** To do **
When you retype the data, keep every line exactly as it appears.

[[ Records provided, beginning ]]

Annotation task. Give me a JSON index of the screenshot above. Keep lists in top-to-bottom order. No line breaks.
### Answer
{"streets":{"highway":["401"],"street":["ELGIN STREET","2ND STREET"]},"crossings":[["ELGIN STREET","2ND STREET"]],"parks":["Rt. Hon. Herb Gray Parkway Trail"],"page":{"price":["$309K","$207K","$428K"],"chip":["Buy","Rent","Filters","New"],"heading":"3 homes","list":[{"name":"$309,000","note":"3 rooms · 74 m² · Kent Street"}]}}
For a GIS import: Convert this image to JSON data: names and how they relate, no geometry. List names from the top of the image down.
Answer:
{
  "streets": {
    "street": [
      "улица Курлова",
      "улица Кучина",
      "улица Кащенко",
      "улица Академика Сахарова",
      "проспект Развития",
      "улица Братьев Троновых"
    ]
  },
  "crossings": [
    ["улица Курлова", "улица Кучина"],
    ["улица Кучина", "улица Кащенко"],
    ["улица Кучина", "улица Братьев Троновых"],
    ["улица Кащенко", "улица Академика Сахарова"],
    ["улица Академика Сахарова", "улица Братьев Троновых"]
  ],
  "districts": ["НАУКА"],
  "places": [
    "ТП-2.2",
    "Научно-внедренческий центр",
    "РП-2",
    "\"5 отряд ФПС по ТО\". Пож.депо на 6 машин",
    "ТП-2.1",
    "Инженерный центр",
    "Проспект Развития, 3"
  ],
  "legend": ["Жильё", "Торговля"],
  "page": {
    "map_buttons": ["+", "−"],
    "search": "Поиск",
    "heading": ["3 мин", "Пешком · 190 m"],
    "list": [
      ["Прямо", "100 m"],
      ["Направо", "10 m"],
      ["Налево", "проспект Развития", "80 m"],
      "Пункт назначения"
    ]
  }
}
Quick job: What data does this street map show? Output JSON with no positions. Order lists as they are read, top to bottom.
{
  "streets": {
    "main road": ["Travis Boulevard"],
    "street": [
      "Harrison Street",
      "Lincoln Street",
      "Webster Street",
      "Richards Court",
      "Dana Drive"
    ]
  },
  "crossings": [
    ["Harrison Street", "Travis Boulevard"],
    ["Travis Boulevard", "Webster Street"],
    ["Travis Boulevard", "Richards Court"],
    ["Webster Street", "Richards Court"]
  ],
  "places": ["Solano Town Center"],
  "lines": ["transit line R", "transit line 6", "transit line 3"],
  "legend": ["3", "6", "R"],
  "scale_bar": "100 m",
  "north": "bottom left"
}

[[ Records provided, end ]]

** Answer **
Annotation task. Give me a JSON index of the screenshot above. Keep lists in top-to-bottom order. No line breaks.
### Answer
{"streets":{"highway":["401"],"street":["ELGIN STREET","2ND STREET"]},"crossings":[["ELGIN STREET","2ND STREET"]],"parks":["Rt. Hon. Herb Gray Parkway Trail"],"page":{"price":["$309K","$207K","$428K"],"chip":["Buy","Rent","Filters","New"],"heading":"3 homes","list":[{"name":"$309,000","note":"3 rooms · 74 m² · Kent Street"}]}}
For a GIS import: Convert this image to JSON data: names and how they relate, no geometry. List names from the top of the image down.
Answer:
{
  "streets": {
    "street": [
      "улица Курлова",
      "улица Кучина",
      "улица Кащенко",
      "улица Академика Сахарова",
      "проспект Развития",
      "улица Братьев Троновых"
    ]
  },
  "crossings": [
    ["улица Курлова", "улица Кучина"],
    ["улица Кучина", "улица Кащенко"],
    ["улица Кучина", "улица Братьев Троновых"],
    ["улица Кащенко", "улица Академика Сахарова"],
    ["улица Академика Сахарова", "улица Братьев Троновых"]
  ],
  "districts": ["НАУКА"],
  "places": [
    "ТП-2.2",
    "Научно-внедренческий центр",
    "РП-2",
    "\"5 отряд ФПС по ТО\". Пож.депо на 6 машин",
    "ТП-2.1",
    "Инженерный центр",
    "Проспект Развития, 3"
  ],
  "legend": ["Жильё", "Торговля"],
  "page": {
    "map_buttons": ["+", "−"],
    "search": "Поиск",
    "heading": ["3 мин", "Пешком · 190 m"],
    "list": [
      ["Прямо", "100 m"],
      ["Направо", "10 m"],
      ["Налево", "проспект Развития", "80 m"],
      "Пункт назначения"
    ]
  }
}
Quick job: What data does this street map show? Output JSON with no positions. Order lists as they are read, top to bottom.
{
  "streets": {
    "main road": ["Travis Boulevard"],
    "street": [
      "Harrison Street",
      "Lincoln Street",
      "Webster Street",
      "Richards Court",
      "Dana Drive"
    ]
  },
  "crossings": [
    ["Harrison Street", "Travis Boulevard"],
    ["Travis Boulevard", "Webster Street"],
    ["Travis Boulevard", "Richards Court"],
    ["Webster Street", "Richards Court"]
  ],
  "places": ["Solano Town Center"],
  "lines": ["transit line R", "transit line 6", "transit line 3"],
  "legend": ["3", "6", "R"],
  "scale_bar": "100 m",
  "north": "bottom left"
}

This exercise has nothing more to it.